Life has been frantic, and at a time when theoretically it should be less so. The weeks and months leading up to the summer break, basically the whole of August, I allowed work to smother me at times. We have made many changes to how we plan to do things come September and the start of the new academic year. I knew it would be easier and more rewarding in the long-term but it took its toll and so I started the summer holiday with a feeling of having survived 2020/21.
Then August arrived and we went away, in the UK, as did pretty much everyone else who could afford to. We were very lucky and went camping in Suffolk with friends and also took our annual pilgrimage to the north Norfolk coast. Then back to complete the jobs that had been saved up during the year as well as all the other bits and bobs that present themselves only when you have time to slow down and see them in front if you.
So, despite me thinking I could start my blog during the long summer weeks away from work, here I am writing the second post at the end of my first week back. I sit here in the back garden, beer to my right and laptop straight in front of me, feeling the breeze brush my shoulders and have my senses prickled. The sound of two robins chirping away at each other is a sure sign that the summer is coming to its end, and autumn is around the corner. In fact there are birds a plenty at the moment.

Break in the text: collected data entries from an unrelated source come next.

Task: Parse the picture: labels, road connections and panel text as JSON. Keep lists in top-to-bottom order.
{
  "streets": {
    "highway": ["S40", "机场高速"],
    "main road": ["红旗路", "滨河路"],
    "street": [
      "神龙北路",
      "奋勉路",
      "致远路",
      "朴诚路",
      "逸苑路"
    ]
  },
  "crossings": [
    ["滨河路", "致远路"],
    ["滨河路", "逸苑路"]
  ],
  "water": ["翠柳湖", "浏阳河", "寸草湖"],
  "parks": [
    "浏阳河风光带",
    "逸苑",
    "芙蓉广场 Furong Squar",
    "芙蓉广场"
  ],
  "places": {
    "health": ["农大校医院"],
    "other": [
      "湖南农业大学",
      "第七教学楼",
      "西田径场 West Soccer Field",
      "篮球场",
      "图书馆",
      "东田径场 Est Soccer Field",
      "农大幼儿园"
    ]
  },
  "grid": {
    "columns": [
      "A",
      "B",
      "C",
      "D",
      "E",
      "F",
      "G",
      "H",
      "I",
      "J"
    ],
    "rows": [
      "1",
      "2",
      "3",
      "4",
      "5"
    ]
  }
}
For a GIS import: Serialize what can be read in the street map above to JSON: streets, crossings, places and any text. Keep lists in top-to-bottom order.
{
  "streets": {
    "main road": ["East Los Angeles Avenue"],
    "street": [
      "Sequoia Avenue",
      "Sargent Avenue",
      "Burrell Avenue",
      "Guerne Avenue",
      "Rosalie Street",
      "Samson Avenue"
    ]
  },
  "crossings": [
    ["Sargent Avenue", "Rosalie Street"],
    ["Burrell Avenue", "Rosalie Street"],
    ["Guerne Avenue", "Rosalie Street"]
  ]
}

I have heard farmers the four seasons of Spring, Summer, Harvest and Winter and this year I am looking forward to Autumn in a way I have never done before. I see it as the start of the birding year, particularly here in East Anglia. The young birds have malted their juvenile feathers and are flitting about building up there strength as they continue to grow. Our summer visitors are leaving us, leaving a hole in the bird population that will not be filled for a few weeks yet. The swallows on Swallow Row have gone now. There is always a dozen or so sitting on the telegraph wire or swooping through insect crowds from April onward but their long journey to Africa has now begun. But it wont be long before our other seasonal migratory friends head here for our milder winters from the north and east. I am looking forward to seeing the flocks of fieldfare over the orchards again.

The Buzzards are doing brilliantly. I can hear one calling directly above me now and without needing to look up I can imagine it circling with little if any flaps of its wings. Instead, splaying its broad wings out and twitching individual feathers to make the best use of the upward thermals. A few weeks back I watched one being hassled by a couple of gulls, leading it to stoop from above and see them off instead. Its so good to have a resident bird of prey family on my patch.

Talking of raptors, I have a smile inside that I am sure I will struggle to shake for the rest of the weekend. This morning I was able to get my barn owl box up on to an old oak tree on the edge of some arable land and orchards. This was the box that had very kindly been given to me for my fiftieth birthday during lockdown. Its location is perfect and local so I will be able to walk by it whenever I want, in fact there will be a few of us monitoring what happens with it. I suspect we will start with pigeons and other squatters but, who knows, one day a family of barn owls might take up residency, and they would be very welcome. In the meantime, I will be pleased to listen to the sounds, slipping through our half-opened bedroom window, of the pair of Tawney Owls that call to each other late at night across the orchard.
There are many other things that have happened over the past few weeks and months but I will write about them as the weeks come and go and we head towards the shorter days and longer nights. They are varied but have a common thread. This house I live in and the village and locality it is situated in makes me increasingly grateful. If there is anything good to have come out of the pandemic, it is that I feel privileged to live where I do and thankful that I am so much more aware of the wonderful things that are right here.

They say it’s never to late to start – or to start again. So, keep watching, write whenever you can.